BRIEF DESCRIPTION OF THE DRAWINGS

[0017] 

Fig. 1 is a perspective view showing a receptacle type electrical connector constituting an electrical connector assembly of a first embodiment of the present invention;

Fig. 2 is a perspective view showing a plug type electrical connector of a first embodiment constituting the electrical connector assembly of the present invention;

Fig. 3A is a plan view showing the receptacle type electrical connector in Fig. 1;

Fig. 3B is a front view showing the receptacle type electrical connector in Fig. 1;

Fig. 3C is a bottom view showing the receptacle type electrical connector in Fig. 1;

Fig. 3D is a right side view showing the receptacle type electrical connector in Fig. 1;

Fig. 4A is a plan view showing the plug type electrical connector in Fig. 2;

Fig. 4B is a front view showing the plug type electrical connector in Fig. 2;

Fig. 4C is a bottom view showing the plug type electrical connector in Fig. 2;

Fig. 4D is a right side view showing the plug type electrical connector in Fig. 2;

Fig. 5 is a perspective view showing solder pegs of a first embodiment of the receptacle type electrical connector of the present invention;

Fig. 6 is a sectional view of a mated state of the electrical connector assembly of the first embodiment of the present invention, taken along a line VI-VI in Figs. 3A and 4A;

Fig. 7 is a perspective view showing a receptacle type electrical connector of a second embodiment constituting a second embodiment of an electrical connector assembly of the present invention;

Fig. 8 is a perspective view showing a plug type electrical connector of a second embodiment constituting the electrical connector assembly of the present invention;

Fig. 9A is a plan view showing the receptacle type electrical connector in Fig. 7;

Fig. 9B is a front view showing the receptacle type electrical connector in Fig. 7;

Fig. 9C is a bottom view showing the receptacle type electrical connector in Fig. 7;

Fig. 10A is a plan view showing the plug type electrical connector in Fig. 8;

Fig. 10B is a front view showing the plug type electrical connector in Fig. 8;

Fig. 10C is a bottom view showing the plug type electrical connector in Fig. 8;

Fig. 11 is a perspective view showing solder pegs of a second embodiment of the receptacle type electrical connector of the present invention; and

Fig. 12 is a sectional view of the electrical connector assembly before mating of the second embodiment of the present invention, taken along a line XII-XII in Figs. 9A and 10A.

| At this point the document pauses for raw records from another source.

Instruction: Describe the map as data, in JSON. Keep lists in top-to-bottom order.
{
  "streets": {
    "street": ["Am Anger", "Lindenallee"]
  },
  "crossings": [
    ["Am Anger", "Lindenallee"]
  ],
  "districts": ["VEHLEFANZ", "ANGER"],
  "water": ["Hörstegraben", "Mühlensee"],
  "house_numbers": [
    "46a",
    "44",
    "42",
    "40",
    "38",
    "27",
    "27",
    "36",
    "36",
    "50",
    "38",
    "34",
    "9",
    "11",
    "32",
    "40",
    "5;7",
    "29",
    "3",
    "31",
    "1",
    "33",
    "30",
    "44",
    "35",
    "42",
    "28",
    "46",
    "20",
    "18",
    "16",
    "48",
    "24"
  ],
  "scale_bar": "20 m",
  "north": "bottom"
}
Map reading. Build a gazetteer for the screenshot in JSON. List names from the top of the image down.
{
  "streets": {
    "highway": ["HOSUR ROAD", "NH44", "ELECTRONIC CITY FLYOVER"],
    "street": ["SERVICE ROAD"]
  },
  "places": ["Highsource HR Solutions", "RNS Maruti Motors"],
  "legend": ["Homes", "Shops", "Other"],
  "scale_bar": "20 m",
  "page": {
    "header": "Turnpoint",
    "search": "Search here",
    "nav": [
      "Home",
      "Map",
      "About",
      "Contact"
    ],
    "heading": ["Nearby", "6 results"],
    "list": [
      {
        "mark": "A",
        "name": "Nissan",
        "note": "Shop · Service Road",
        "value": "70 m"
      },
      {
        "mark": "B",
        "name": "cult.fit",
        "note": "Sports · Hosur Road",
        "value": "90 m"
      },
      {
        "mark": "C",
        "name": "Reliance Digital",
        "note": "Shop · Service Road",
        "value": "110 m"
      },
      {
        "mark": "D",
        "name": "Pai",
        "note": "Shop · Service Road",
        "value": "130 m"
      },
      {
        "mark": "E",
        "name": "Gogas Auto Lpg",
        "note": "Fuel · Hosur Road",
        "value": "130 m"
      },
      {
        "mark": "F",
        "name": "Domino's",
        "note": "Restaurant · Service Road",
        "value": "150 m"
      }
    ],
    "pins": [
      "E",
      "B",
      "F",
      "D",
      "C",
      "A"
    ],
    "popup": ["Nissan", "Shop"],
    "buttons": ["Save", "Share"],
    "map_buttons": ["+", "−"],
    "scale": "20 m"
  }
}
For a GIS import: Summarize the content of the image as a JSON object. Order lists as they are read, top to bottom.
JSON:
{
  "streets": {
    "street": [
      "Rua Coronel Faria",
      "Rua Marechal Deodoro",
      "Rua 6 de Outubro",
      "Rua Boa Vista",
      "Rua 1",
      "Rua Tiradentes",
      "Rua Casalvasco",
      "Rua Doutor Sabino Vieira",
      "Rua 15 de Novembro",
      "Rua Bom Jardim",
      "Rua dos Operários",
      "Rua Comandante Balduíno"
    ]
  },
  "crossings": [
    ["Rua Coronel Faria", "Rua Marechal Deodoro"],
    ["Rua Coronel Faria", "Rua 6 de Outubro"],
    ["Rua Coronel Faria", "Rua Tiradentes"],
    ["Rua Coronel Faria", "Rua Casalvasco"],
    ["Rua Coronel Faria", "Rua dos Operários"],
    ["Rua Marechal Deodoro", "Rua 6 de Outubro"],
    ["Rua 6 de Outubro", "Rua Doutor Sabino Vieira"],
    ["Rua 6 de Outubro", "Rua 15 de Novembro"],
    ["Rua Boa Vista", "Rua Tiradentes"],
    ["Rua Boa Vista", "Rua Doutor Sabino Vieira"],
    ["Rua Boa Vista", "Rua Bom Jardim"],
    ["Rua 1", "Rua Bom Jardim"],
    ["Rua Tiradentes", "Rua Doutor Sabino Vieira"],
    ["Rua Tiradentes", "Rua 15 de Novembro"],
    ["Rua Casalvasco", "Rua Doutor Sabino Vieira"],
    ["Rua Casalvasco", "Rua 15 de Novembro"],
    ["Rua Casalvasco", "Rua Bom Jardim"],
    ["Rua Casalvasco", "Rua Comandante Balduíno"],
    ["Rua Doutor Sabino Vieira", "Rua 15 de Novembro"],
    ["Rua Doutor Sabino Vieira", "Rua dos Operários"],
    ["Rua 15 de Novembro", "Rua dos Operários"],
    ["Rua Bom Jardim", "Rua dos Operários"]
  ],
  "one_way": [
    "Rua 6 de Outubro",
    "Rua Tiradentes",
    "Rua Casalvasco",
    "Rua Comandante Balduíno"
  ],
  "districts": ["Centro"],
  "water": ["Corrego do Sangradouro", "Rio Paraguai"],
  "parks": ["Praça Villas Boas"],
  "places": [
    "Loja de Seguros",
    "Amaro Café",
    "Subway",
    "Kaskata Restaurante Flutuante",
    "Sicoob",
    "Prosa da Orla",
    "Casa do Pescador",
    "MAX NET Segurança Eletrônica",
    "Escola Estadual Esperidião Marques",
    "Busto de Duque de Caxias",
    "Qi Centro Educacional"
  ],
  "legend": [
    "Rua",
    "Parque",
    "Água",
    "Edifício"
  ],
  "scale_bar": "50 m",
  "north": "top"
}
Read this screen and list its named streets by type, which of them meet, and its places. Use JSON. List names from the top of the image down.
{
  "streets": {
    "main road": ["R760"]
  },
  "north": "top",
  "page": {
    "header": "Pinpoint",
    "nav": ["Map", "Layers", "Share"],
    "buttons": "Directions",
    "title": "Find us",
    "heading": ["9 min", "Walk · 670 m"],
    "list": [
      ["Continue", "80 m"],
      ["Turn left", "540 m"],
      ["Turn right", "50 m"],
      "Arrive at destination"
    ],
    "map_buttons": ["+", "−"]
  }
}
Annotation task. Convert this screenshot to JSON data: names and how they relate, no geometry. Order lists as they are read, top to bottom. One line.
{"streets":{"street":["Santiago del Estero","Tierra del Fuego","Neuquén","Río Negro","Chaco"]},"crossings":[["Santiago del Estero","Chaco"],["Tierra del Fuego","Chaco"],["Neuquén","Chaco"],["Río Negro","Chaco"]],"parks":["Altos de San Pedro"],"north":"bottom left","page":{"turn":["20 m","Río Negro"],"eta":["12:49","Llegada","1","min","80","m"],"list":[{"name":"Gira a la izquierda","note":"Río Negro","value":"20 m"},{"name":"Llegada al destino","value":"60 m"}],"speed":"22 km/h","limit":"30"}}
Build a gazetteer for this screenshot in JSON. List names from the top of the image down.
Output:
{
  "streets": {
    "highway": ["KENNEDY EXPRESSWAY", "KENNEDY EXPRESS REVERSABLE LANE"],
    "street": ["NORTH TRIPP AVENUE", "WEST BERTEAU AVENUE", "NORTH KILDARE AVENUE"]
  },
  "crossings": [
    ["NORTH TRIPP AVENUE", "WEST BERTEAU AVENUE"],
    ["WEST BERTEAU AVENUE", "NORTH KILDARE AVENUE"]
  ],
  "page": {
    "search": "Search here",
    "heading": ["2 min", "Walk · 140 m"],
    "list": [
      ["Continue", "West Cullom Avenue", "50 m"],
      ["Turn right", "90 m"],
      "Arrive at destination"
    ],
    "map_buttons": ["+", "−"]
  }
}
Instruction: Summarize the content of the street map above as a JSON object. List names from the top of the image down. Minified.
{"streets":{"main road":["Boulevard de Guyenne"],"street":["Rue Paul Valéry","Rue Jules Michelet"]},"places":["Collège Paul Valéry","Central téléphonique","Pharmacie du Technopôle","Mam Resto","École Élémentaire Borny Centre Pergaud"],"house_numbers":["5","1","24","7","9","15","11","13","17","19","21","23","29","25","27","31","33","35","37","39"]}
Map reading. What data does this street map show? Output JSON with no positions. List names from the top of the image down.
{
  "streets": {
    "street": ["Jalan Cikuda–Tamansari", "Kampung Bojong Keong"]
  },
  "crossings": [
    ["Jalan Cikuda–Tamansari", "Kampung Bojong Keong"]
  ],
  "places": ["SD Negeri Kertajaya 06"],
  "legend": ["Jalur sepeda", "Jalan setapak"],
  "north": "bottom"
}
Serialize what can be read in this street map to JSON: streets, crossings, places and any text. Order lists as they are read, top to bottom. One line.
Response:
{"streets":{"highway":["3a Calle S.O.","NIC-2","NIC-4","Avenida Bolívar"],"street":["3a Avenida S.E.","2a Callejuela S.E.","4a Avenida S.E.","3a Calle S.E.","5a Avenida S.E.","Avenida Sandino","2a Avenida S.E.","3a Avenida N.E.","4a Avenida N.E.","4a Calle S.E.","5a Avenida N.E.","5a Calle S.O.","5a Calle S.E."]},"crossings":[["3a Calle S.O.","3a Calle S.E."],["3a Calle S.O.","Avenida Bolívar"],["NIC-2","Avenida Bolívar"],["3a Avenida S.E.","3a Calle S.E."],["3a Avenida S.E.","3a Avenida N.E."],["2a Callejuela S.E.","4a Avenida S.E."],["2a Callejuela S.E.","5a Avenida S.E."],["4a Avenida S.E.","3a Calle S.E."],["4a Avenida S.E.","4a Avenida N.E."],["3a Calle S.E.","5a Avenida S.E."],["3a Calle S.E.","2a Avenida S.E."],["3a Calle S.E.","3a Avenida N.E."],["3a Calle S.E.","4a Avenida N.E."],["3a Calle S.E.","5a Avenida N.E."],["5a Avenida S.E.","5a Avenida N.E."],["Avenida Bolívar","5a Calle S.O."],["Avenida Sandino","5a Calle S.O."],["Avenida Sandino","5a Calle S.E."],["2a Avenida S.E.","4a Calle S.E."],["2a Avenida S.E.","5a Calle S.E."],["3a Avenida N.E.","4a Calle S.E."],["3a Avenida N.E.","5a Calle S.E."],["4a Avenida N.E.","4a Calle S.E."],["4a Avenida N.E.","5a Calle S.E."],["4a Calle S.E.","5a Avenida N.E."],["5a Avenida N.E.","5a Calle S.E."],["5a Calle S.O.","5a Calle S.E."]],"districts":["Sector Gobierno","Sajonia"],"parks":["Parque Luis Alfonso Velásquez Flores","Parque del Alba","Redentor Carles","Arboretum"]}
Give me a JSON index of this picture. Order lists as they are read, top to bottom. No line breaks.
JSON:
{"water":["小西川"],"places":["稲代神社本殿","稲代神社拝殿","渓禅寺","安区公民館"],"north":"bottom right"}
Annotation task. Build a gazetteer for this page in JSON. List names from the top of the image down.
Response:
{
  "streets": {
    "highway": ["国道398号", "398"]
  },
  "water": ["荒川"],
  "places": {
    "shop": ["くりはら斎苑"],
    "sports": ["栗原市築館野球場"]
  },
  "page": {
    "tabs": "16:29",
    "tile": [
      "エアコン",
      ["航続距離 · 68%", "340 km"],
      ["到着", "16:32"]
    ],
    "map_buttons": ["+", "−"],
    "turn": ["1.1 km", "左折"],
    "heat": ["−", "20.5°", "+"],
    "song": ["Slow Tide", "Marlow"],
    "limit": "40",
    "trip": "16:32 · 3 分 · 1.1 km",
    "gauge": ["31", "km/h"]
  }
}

DETAILED DESCRIPTION OF THE PREFERRED EMBODIMENTS

[0018] The present invention will be described below by way of example with reference to the attached drawings.

[0019] Fig. 1 is a perspective view showing a receptacle type electrical connector constituting an electrical connector assembly of a first embodiment of the present invention. Fig. 2 is a perspective view showing a plug type electrical connector of a first embodiment constituting the electrical connector assembly of the present invention. Figs. 3A to 3D are views showing the receptacle type electrical connector of Fig. 1. Figs. 4A to 4D are views showing the plug type electrical connector of Fig. 2. Fig. 5 is a perspective view showing a first embodiment of solder pegs of the receptacle type electrical connector of the present invention. The electrical connector assembly of the first embodiment of the present invention comprises the receptacle type electrical connector 1 (simply referred to as "receptacle connector" below) and the plug type electrical connector 100 (simply referred to as "plug connector" below).

[0020] With reference to Figs. 1 and 3A to 3D, the receptacle connector 1 is provided with a housing 10, a total of 40 conductive terminals 30 arranged in two rows in the housing 10, and two solder pegs 50, 50' provided at each end of the housing 10. The housing 10 is formed by molding synthetic resin, such as liquid crystalline polymer, and has an approximately rectangular parallelepiped shape as a whole. Two rows of cavities 12 extending in an elongated direction of the housing 10 are formed in the housing 10, and terminal accommodating cavities 14 accommodating each conductive terminal 30 communicate with the cavity 12.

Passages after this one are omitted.